More specifically, the vocabulary of words which is deemed necessary for contemplated speech synthesis is presented to phase vocoder analyzer 10 of FIG. 1 for encoding. Analyzer 10 encodes the words into a plurality of signal pairs, |S1 |, φ1 ; |S2 |, φ2 ; . . . |Si |, φi, . . . |SN |, φN, constituting an |S| vector, and a φ vector where each |Si | and φi, respectively, represent the short-time magnitude spectrum, and the short-time phase derivative spectrum of the speech signal determined at a spectral frequency ω1. The analyzing frequencies, ωi, may be spaced uniformly or nonuniformly throughout the frequency band of interest as dictated by design criteria. The analyzing bands of the phase vocoder of this invention must be wide enough so that several voice harmonics fall into each band. For example, an appropriate set of analyzing bandwidths might be a set of bandwidths which are one octave wide, i.e., 300-600 Hz, 600-1200 Hz, 1200-2400 Hz, etc. The analyzing bands might also be of equal bandwidths. Phase vocoder analyzer 10 may be implemented as described in the aforementioned Flanagan U.S. Pat. No. 3,360,610.
Following encoding by analyzer 10, the |S| and φ analog vectors are sampled and converted to digital format in A/D converter 20. Converter 20 may be implemented as described in the aforementioned Carlson paper. The converted signals are stored in storage memory 30 of FIG. 1, and are thereafter available for the synthesis process. Since each word processed by analyzer 10 is sampled at a relative high rate, e.g. 10 KHz, each processed word is represented by a plurality of |S| vectors and associated φ vectors. These vectors are inserted into memory 30 in a sequential manner in dedicated blocks of memory. Within each block of memory, each pair of |S| and φ vectors is stored in one memory location, and each memory location is subdivided and made to contain the components |Si | and φi of each vector.
Speech synthesis is initiated when a user presents a string of commands to device 40 of FIG. 1 via lead 41. The string of commands dictates to the system the sequence of words which are to be selected from memory 30 and concatenated to form a speech signal. In response thereto, selected blocks of memory are accessed sequentially, and within each memory block all memory locations are accessed sequentially. Each memory location presents to the output port of memory 30 a pair of |S| and φ vectors. Control device 40 operates on the input command string and applies appropriate addresses and READ commands to memory 30. Additionally, device 40 analyzes the word string structure, assigns a pitch-duration value Kpd and an intensity value Kt, and computes an interpolation constant Kc for each accessed memory location, to provide for natural sounding speech having an emphasis pattern which is dependent on the word string structure. A detailed description of control device 40 is hereinafter presented.

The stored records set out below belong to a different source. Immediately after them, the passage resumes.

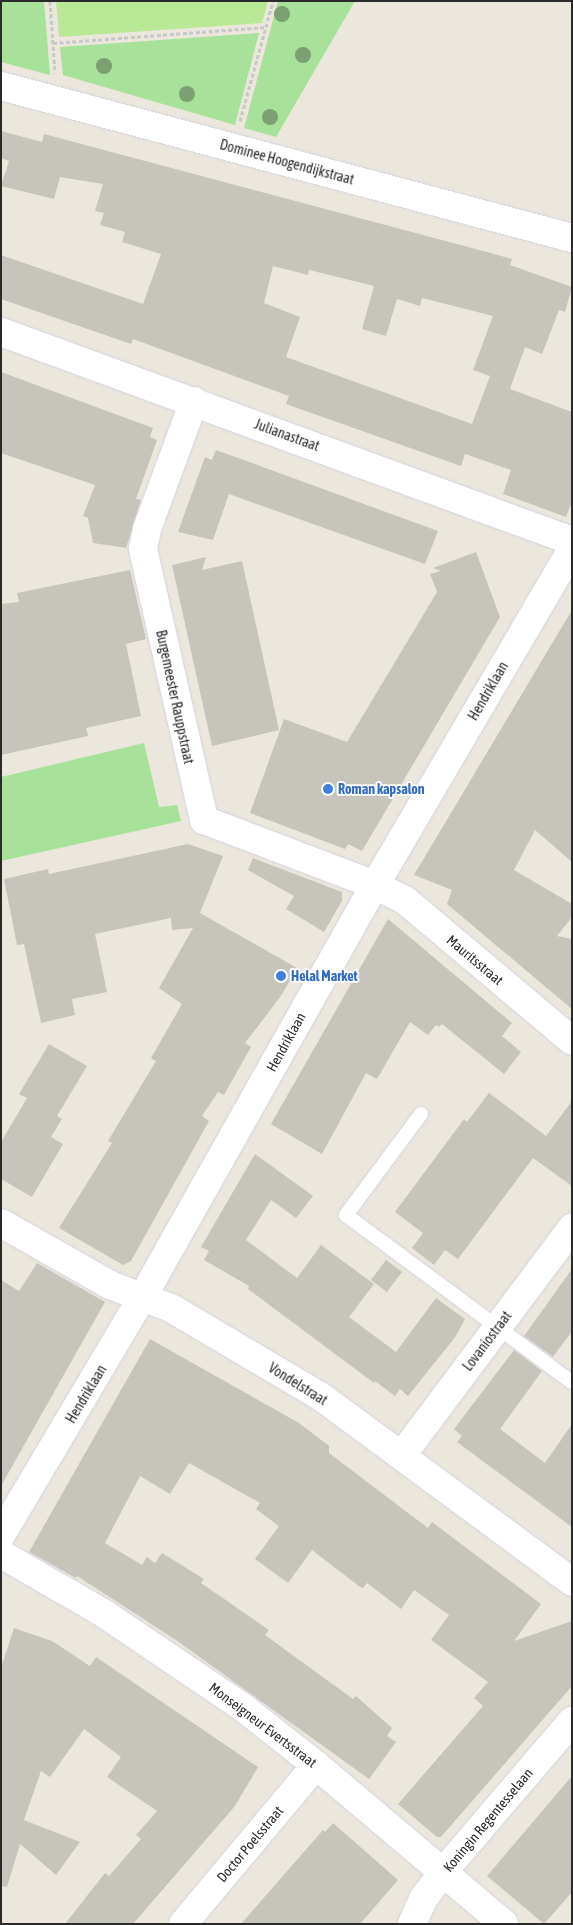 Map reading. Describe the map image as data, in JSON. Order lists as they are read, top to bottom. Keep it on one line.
{"streets":{"street":["Dominee Hoogendijkstraat","Julianastraat","Hendriklaan","Burgemeester Rauppstraat","Mauritsstraat","Lovaniostraat","Vondelstraat","Monseigneur Evertsstraat","Koningin Regentesselaan","Doctor Poelsstraat"]},"crossings":[["Julianastraat","Burgemeester Rauppstraat"],["Hendriklaan","Burgemeester Rauppstraat"],["Hendriklaan","Mauritsstraat"],["Hendriklaan","Vondelstraat"],["Burgemeester Rauppstraat","Mauritsstraat"],["Lovaniostraat","Vondelstraat"],["Monseigneur Evertsstraat","Koningin Regentesselaan"],["Monseigneur Evertsstraat","Doctor Poelsstraat"]],"places":["Roman kapsalon","Helal Market"]} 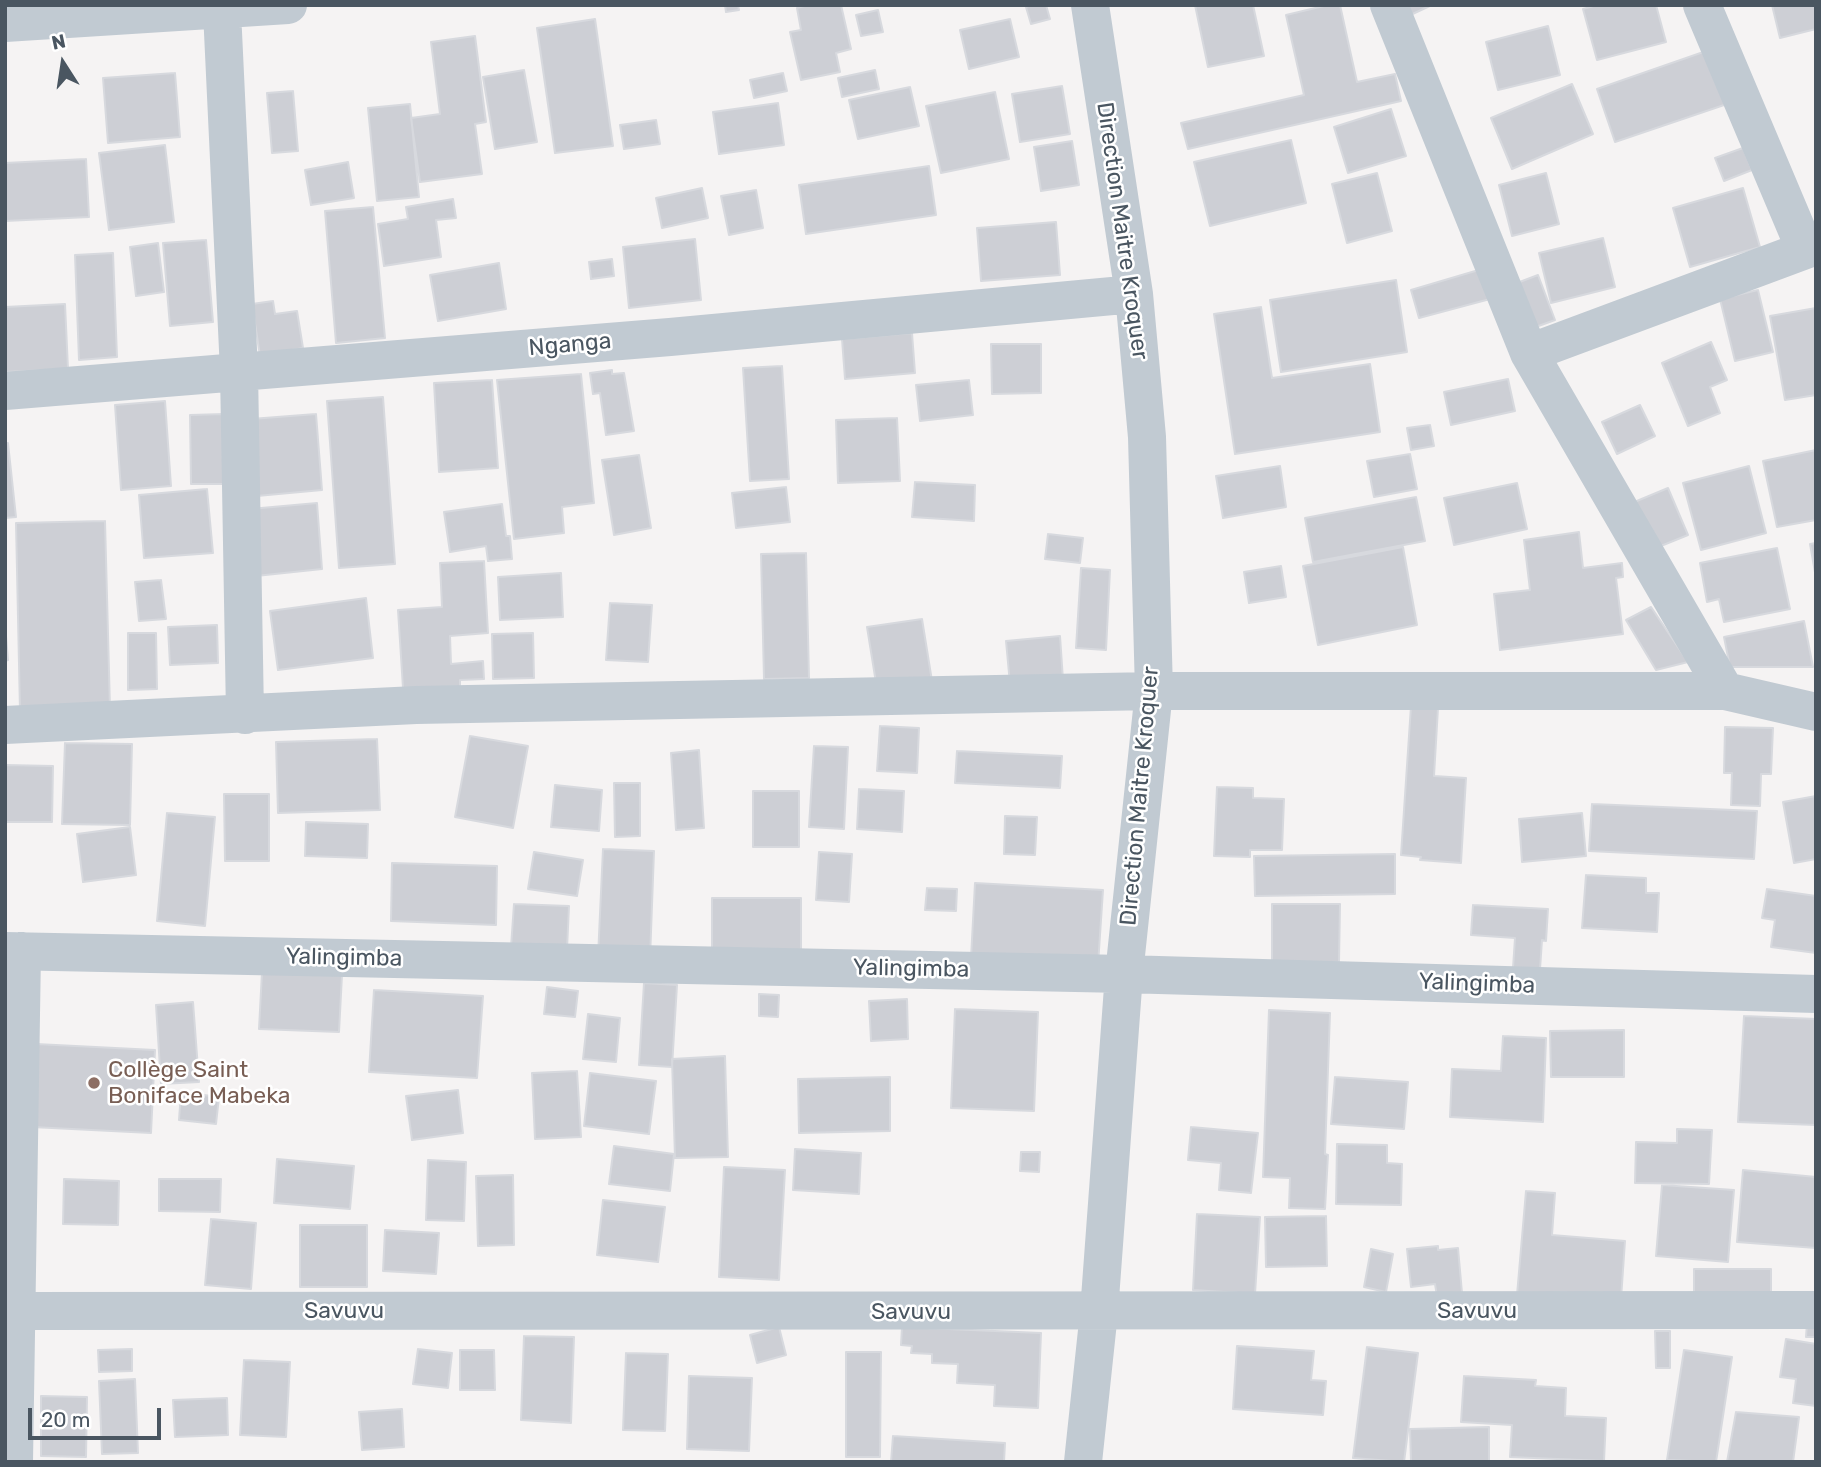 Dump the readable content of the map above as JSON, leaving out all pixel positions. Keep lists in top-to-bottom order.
{
  "streets": {
    "street": [
      "Direction Maitre Kroquer",
      "Nganga",
      "Yalingimba",
      "Savuvu"
    ]
  },
  "crossings": [
    ["Direction Maitre Kroquer", "Nganga"],
    ["Direction Maitre Kroquer", "Yalingimba"],
    ["Direction Maitre Kroquer", "Savuvu"]
  ],
  "places": ["Collège Saint Boniface Mabeka"],
  "scale_bar": "20 m",
  "north": "top"
} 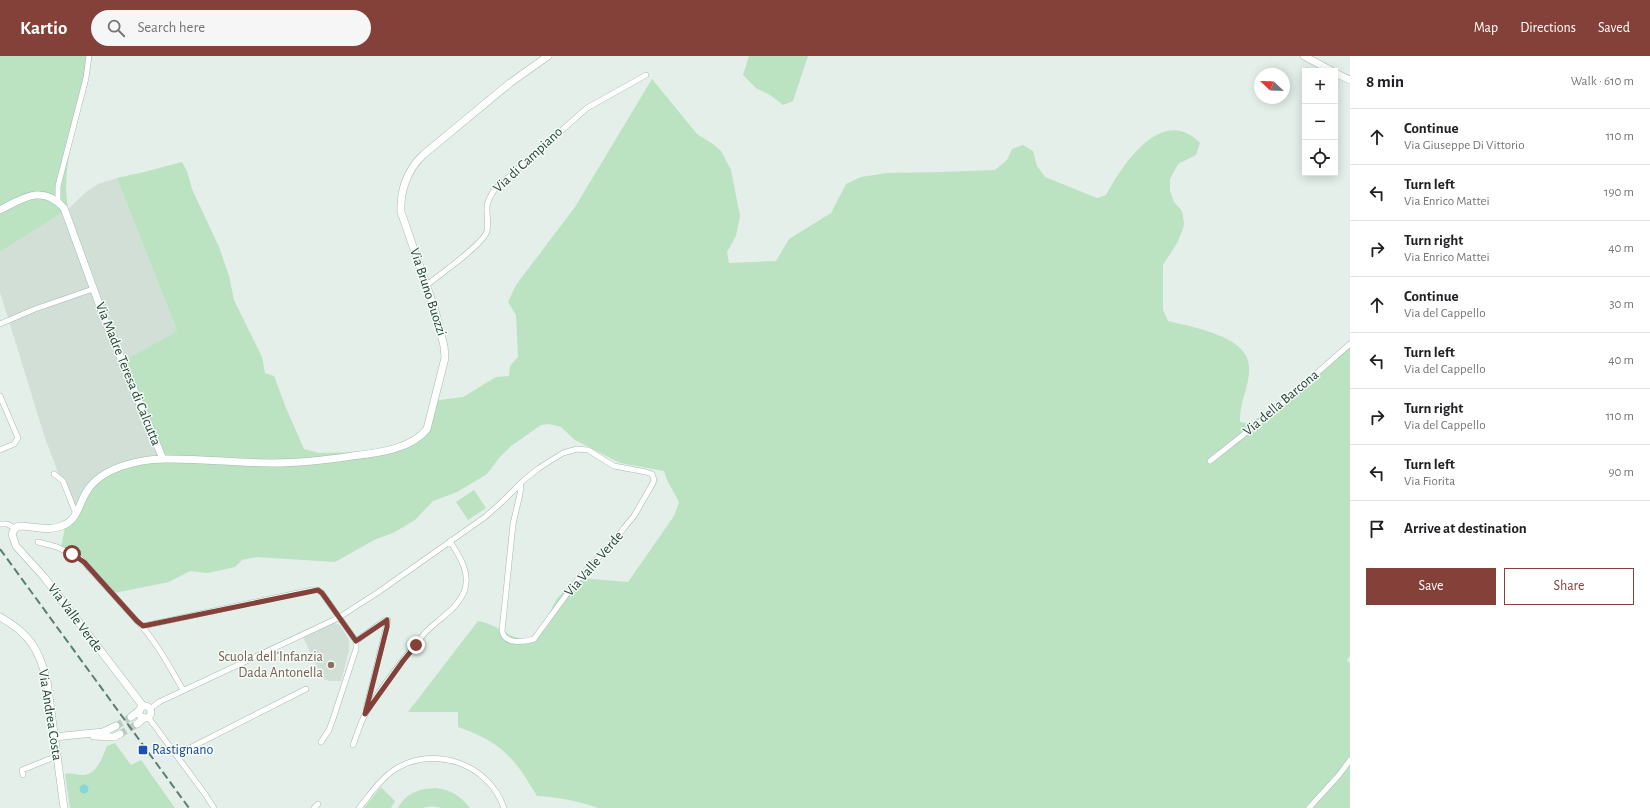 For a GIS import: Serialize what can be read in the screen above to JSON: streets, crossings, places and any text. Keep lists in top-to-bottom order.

Since the |S| vector signals carry voice pitch information, a lengthening of the periodic detail of the |Si | signals results in a slowing and a lowering of the pitch of the synthesized speech. It can be shown that the lengthening of the φ signals does not translate in frequency and does not cause frequency bandwidth changes characteristic of the "Donald Duck" effect (i.e. large shift of formant frequencies) in "helium" speech and tape recorder speed changes, and in speech uttered in a Helium-Oxygen environment, as described by J. D. MacLean in "Analysis of Speech in a Helium-Oxygen Mixture Under Pressure," Journal of Acoustical Society of America, Vol. 4, No. 3, 1966, p. 625.
This invention controls speech pitch and duration by controlling (lengthening or shortening) the periodic details of the |S| and φ vectors. This control is achieved by repeated accessing of each selected memory location at a fixed high frequency clock rate, fs, and by controlling the number of such repeated accesses. In this manner, speech pitch and speech duration is effectively increased by increasing the number of times each memory is accessed, or decreased by decreasing the number of times each memory location is accessed. That is, if the nominal number of accesses for each memory address is set at some fixed number, say 100, repeated accessing of each memory location of more than 100 times causes a slowdown in the synthesized speech and a lowering of the pitch, and repeated accessing of each memory location of less than 100 times causes a speedup in the synthesized speech and a raising of the pitch. The exact number of times that each memory location is accessed is dictated by control circuit 40 via repeated READ commands on lead 43 for each memory address on lead 42.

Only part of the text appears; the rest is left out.